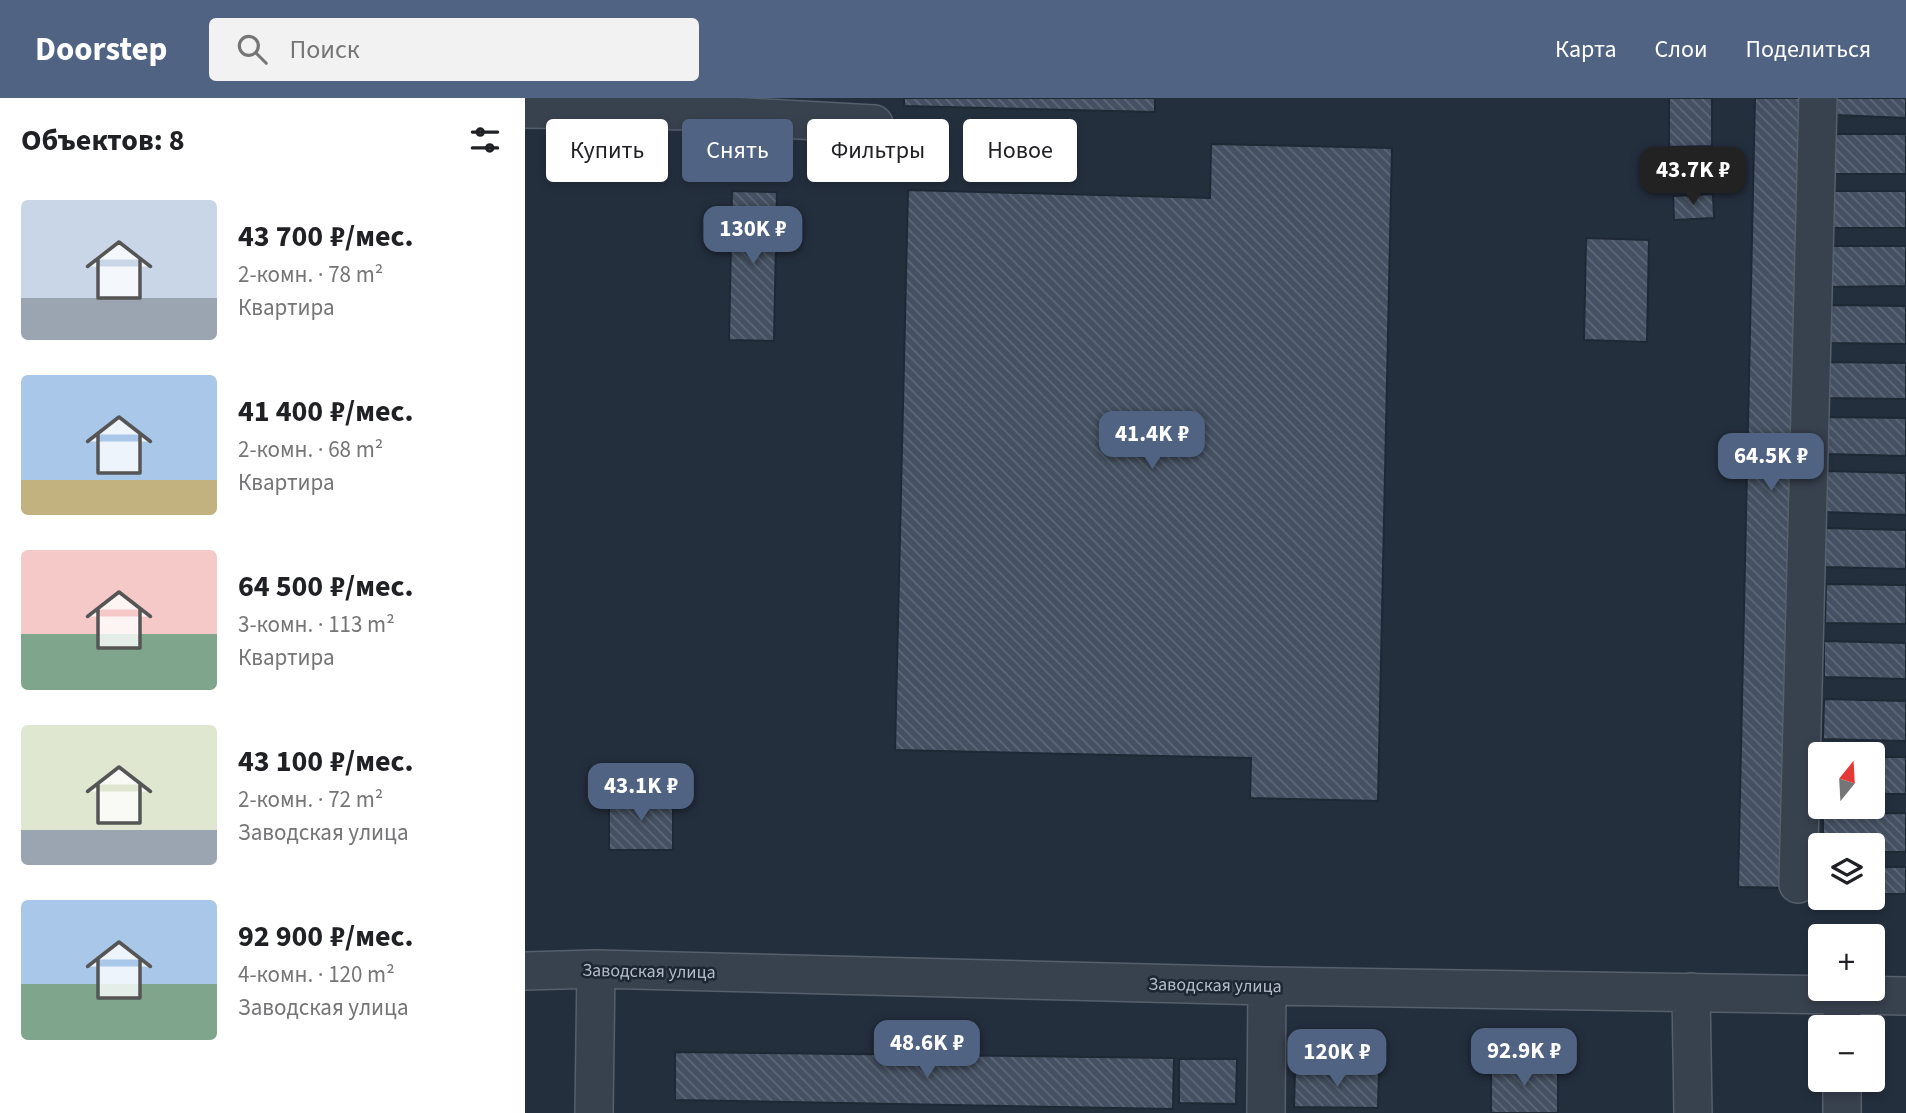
<!DOCTYPE html>
<html lang="ru">
<meta charset="utf-8">
<style>
body{margin:0;font-family:"Source Sans 3",sans-serif;background:#f2f2f2;color:#202124;height:100vh;display:flex;flex-direction:column;font-size:26px;white-space:nowrap}
*{box-sizing:border-box;margin:0}
p{font-size:23px;color:#757577}
.icon{flex:none;width:38px;height:38px;fill:none;stroke:currentColor;stroke-width:2;stroke-linecap:round;stroke-linejoin:round}
.map{position:relative;flex:1;overflow:hidden}
.panel{display:flex;flex-direction:column;background:#fff;width:525px}
.panel>*{flex:none}
.banner{position:absolute;left:21px;top:21px;width:665px;height:63px;display:flex;gap:14px}
.needle{width:46px;rotate:18deg}
.controls{position:absolute;left:1283px;top:644px;display:grid;gap:14px}
.controls a{display:grid;place-items:center;width:77px;height:77px;border-radius:7px;background:#fff;box-shadow:0 4px 10px #0003;font-size:35px}
.price{position:absolute;translate:-50% -60px;padding:0 16px;border-radius:14px;background:#506383;color:#fff;font-size:23px;line-height:46px;filter:drop-shadow(0 2px 4px #0008)}
.price::after{content:'';position:absolute;left:50%;top:42px;width:21px;height:16px;margin-left:-10px;background:inherit;clip-path:polygon(0 0,100% 0,50% 100%)}
.price.on{background:#222;color:#fff}
ul{padding:0;list-style:none}
li{display:flex;align-items:center;gap:21px;height:175px;padding:0 21px}
li span{display:grid;place-items:center;flex:none;width:196px;height:140px;border-radius:7px;color:#555}
li>.icon{margin-inline-start:auto}
span .icon{width:84px;height:84px;fill:#fffc;stroke-width:1}
li b{font-size:30px}
h2{display:flex;justify-content:space-between;align-items:center;height:84px;padding:0 21px;font-size:30px}
.pill{padding:0 24px;border-radius:7px;background:#fff;box-shadow:0 4px 10px #0003;font-size:24px;line-height:63px}
.pill.on{background:#506383;color:#fff}
header{display:flex;align-items:center;gap:42px;box-sizing:border-box;height:98px;padding:0 35px;background:#506383;color:#fff}
header strong{font-size:33px}
nav{display:flex;gap:38px;margin-inline-start:auto;font-size:24px}
.search{width:490px;height:63px;background:#f2f2f2;display:flex;align-items:center;gap:18px;box-sizing:border-box;padding:0 24px;border-radius:7px;color:#757577;font-size:26px}
main{display:flex;flex:1;min-height:0}
.map>svg:first-child{display:block}
.building{fill:url(#building-back-hatch);stroke:#1f2835;stroke-width:2}
.lines{fill:none;stroke-linecap:round;stroke-linejoin:round}
.minor-casing{stroke:#565f6c;stroke-width:40}
.minor{stroke:#38414e;stroke-width:37}
.labels{text-anchor:middle;stroke-width:5;stroke-linejoin:round;paint-order:stroke}
.street-label{font-size:18px;fill:#b4bcc9;stroke:#1d2633}
</style>
<header>
<strong>Doorstep</strong>
<div class="search"><svg class="icon" aria-label="search" viewBox="0 0 24 24"><circle cx="10" cy="10" r="6"/><path d="M15 15l6 6"/></svg>Поиск</div>
<nav><a>Карта</a><a>Слои</a><a>Поделиться</a></nav>
</header>
<main>
<section class="panel">
<h2>Объектов: 8<svg class="icon" aria-label="filters" viewBox="0 0 24 24"><path d="M4 7h16M4 17h16"/><circle cx="9" cy="7" r="2"/><circle cx="15" cy="17" r="2"/></svg></h2>
<ul>
<li><span style="background:linear-gradient(#c9d6e8 70%,#9aa5b1 0)"><svg class="icon" aria-label="home" viewBox="0 0 24 24"><path d="M3 11l9-7 9 7M6 9v11h12V9"/></svg></span><div><b>43 700 ₽/мес.</b><p>2-комн. · 78 m²</p><p>Квартира</p></div></li>
<li><span style="background:linear-gradient(#a9c7e8 75%,#c2b280 0)"><svg class="icon" aria-label="home" viewBox="0 0 24 24"><path d="M3 11l9-7 9 7M6 9v11h12V9"/></svg></span><div><b>41 400 ₽/мес.</b><p>2-комн. · 68 m²</p><p>Квартира</p></div></li>
<li><span style="background:linear-gradient(#f6c9c9 60%,#7fa58c 0)"><svg class="icon" aria-label="home" viewBox="0 0 24 24"><path d="M3 11l9-7 9 7M6 9v11h12V9"/></svg></span><div><b>64 500 ₽/мес.</b><p>3-комн. · 113 m²</p><p>Квартира</p></div></li>
<li><span style="background:linear-gradient(#dfe7d0 75%,#9aa5b1 0)"><svg class="icon" aria-label="home" viewBox="0 0 24 24"><path d="M3 11l9-7 9 7M6 9v11h12V9"/></svg></span><div><b>43 100 ₽/мес.</b><p>2-комн. · 72 m²</p><p>Заводская улица</p></div></li>
<li><span style="background:linear-gradient(#a9c7e8 60%,#7fa58c 0)"><svg class="icon" aria-label="home" viewBox="0 0 24 24"><path d="M3 11l9-7 9 7M6 9v11h12V9"/></svg></span><div><b>92 900 ₽/мес.</b><p>4-комн. · 120 m²</p><p>Заводская улица</p></div></li>
</ul>
</section>
<div class="map">
<svg width="1381" height="1015" viewBox="0 0 1381 1015">
<defs>
<pattern id="building-back-hatch" width="6" height="6" patternUnits="userSpaceOnUse" patternTransform="scale(1.75)"><rect width="6" height="6" fill="#455162"/><path d="M-1 5l2 2M0 0l6 6M5-1l2 2" fill="none" stroke="#5d6877"/></pattern>
</defs>
<rect width="100%" height="100%" fill="#242f3e"/>
<!-- building -->
<path class="building" d="M379 0H630V14L379 8Z
M1144 0H1187V48L1144 49Z
M1230 0H1278L1261 790 1213 789Z
M1312 0H1381V20L1311 17Z
M1305 36H1381V76H1305Z
M686 46 867 50 853 703 725 700 726 660 370 652 383 92 685 100Z
M207 93 252 94 249 243 204 242Z
M1299 93H1381V130H1299Z
M1188 96 1189 120 1149 122 1148 98Z
M1061 140 1124 142 1122 244 1059 242Z
M1301 148H1381V188L1301 189Z
M1304 207 1381 208V246L1304 245Z
M1302 264 1381 265V301L1301 300Z
M1301 319 1381 320V358L1301 356Z
M1301 373 1381 375V417L1300 414Z
M1300 430 1381 432V471L1300 469Z
M1301 486 1381 487V526L1300 525Z
M1299 543 1381 545V581L1299 579Z
M1299 601 1381 603V643L1298 641Z
M1348 659H1381V696H1348Z
M84 697H148V752H84Z
M1381 715V754H1348V747H1298V716Z
M1348 769H1381V796H1348Z
M150 954 649 960 648 1011 150 1002Z
M654 961H712L711 1006 654 1005Z
M966 965 1033 966V1015H966Z
M770 973H854L853 1010 769 1009Z"/>
<g class="lines">
<!-- minor casing -->
<g class="minor-casing">
<path id="minor" d="M0 11 170 13 203 18 349 26
M1273 786 1293 0
M0 873 71 871 742 888 1381 898
M1166 894 1168 1015
M1317 929V897
M69 1015 71 871
M741 1015 742 888
M1317 1015V982"/>
</g>
<!-- minor -->
<use href="#minor" class="minor"/>
</g>
<g class="labels">
<!-- street labels -->
<g class="street-label">
<text transform="translate(124 873) rotate(1)" y="6">Заводская улица</text>
<text transform="translate(690 887) rotate(1)" y="6">Заводская улица</text>
</g>
</g>
</svg>
<div class="controls">
<a><svg class="needle" viewBox="-14 -14 28 28"><path d="M0-13l5 13h-10z" fill="#e53935"/><path d="M0 13l5-13h-10z" fill="#757577"/></svg></a>
<a><svg class="icon" aria-label="layers" viewBox="0 0 24 24"><path d="M12 4l9 5-9 5-9-5zM3 14l9 5 9-5"/></svg></a>
<a>+</a>
<a>−</a>
</div>
<b class="price on" style="left:1168px;top:109px">43.7K ₽</b>
<b class="price" style="left:228px;top:168px">130K ₽</b>
<b class="price" style="left:627px;top:373px">41.4K ₽</b>
<b class="price" style="left:1246px;top:395px">64.5K ₽</b>
<b class="price" style="left:116px;top:725px">43.1K ₽</b>
<b class="price" style="left:402px;top:982px">48.6K ₽</b>
<b class="price" style="left:999px;top:990px">92.9K ₽</b>
<b class="price" style="left:812px;top:991px">120K ₽</b>
<div class="banner">
<a class="pill">Купить</a>
<a class="pill on">Снять</a>
<a class="pill">Фильтры</a>
<a class="pill">Новое</a>
</div>
</div>
</main>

★ ★ ★ ★ ★

Task details — Reproduce only the lines above, starting at the line with "M1144 0H1187V48L1144 49Z" and ending at the line with "M1301 486 1381 487V526L1300 525Z", exactly as written.

Answer section —
M1144 0H1187V48L1144 49Z
M1230 0H1278L1261 790 1213 789Z
M1312 0H1381V20L1311 17Z
M1305 36H1381V76H1305Z
M686 46 867 50 853 703 725 700 726 660 370 652 383 92 685 100Z
M207 93 252 94 249 243 204 242Z
M1299 93H1381V130H1299Z
M1188 96 1189 120 1149 122 1148 98Z
M1061 140 1124 142 1122 244 1059 242Z
M1301 148H1381V188L1301 189Z
M1304 207 1381 208V246L1304 245Z
M1302 264 1381 265V301L1301 300Z
M1301 319 1381 320V358L1301 356Z
M1301 373 1381 375V417L1300 414Z
M1300 430 1381 432V471L1300 469Z
M1301 486 1381 487V526L1300 525Z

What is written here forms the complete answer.